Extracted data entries
-=-=-=-=-
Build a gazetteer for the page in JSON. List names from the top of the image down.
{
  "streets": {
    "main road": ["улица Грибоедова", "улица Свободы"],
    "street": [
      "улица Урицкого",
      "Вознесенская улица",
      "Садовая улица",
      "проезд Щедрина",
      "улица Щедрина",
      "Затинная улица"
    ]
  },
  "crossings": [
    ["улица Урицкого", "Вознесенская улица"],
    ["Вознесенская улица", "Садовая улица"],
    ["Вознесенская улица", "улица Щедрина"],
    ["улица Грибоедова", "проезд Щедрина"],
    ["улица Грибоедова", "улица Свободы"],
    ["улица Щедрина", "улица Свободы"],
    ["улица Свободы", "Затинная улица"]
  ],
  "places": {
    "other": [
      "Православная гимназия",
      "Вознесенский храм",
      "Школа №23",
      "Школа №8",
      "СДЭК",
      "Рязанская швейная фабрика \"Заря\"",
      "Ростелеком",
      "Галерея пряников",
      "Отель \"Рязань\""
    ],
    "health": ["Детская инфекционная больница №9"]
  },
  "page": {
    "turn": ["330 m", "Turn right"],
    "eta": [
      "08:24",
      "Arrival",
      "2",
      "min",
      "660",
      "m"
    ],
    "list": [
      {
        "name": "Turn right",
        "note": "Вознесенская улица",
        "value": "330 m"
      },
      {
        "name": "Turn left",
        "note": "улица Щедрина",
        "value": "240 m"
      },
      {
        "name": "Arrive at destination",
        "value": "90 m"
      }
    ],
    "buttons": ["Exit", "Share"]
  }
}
-=-=-=-=-
● **WHAT TO PRODUCE**:
Here the job is to restate all of the data word for word.

● **ANSWER TO THE PROBLEM**:
Build a gazetteer for the page in JSON. List names from the top of the image down.
{
  "streets": {
    "main road": ["улица Грибоедова", "улица Свободы"],
    "street": [
      "улица Урицкого",
      "Вознесенская улица",
      "Садовая улица",
      "проезд Щедрина",
      "улица Щедрина",
      "Затинная улица"
    ]
  },
  "crossings": [
    ["улица Урицкого", "Вознесенская улица"],
    ["Вознесенская улица", "Садовая улица"],
    ["Вознесенская улица", "улица Щедрина"],
    ["улица Грибоедова", "проезд Щедрина"],
    ["улица Грибоедова", "улица Свободы"],
    ["улица Щедрина", "улица Свободы"],
    ["улица Свободы", "Затинная улица"]
  ],
  "places": {
    "other": [
      "Православная гимназия",
      "Вознесенский храм",
      "Школа №23",
      "Школа №8",
      "СДЭК",
      "Рязанская швейная фабрика \"Заря\"",
      "Ростелеком",
      "Галерея пряников",
      "Отель \"Рязань\""
    ],
    "health": ["Детская инфекционная больница №9"]
  },
  "page": {
    "turn": ["330 m", "Turn right"],
    "eta": [
      "08:24",
      "Arrival",
      "2",
      "min",
      "660",
      "m"
    ],
    "list": [
      {
        "name": "Turn right",
        "note": "Вознесенская улица",
        "value": "330 m"
      },
      {
        "name": "Turn left",
        "note": "улица Щедрина",
        "value": "240 m"
      },
      {
        "name": "Arrive at destination",
        "value": "90 m"
      }
    ],
    "buttons": ["Exit", "Share"]
  }
}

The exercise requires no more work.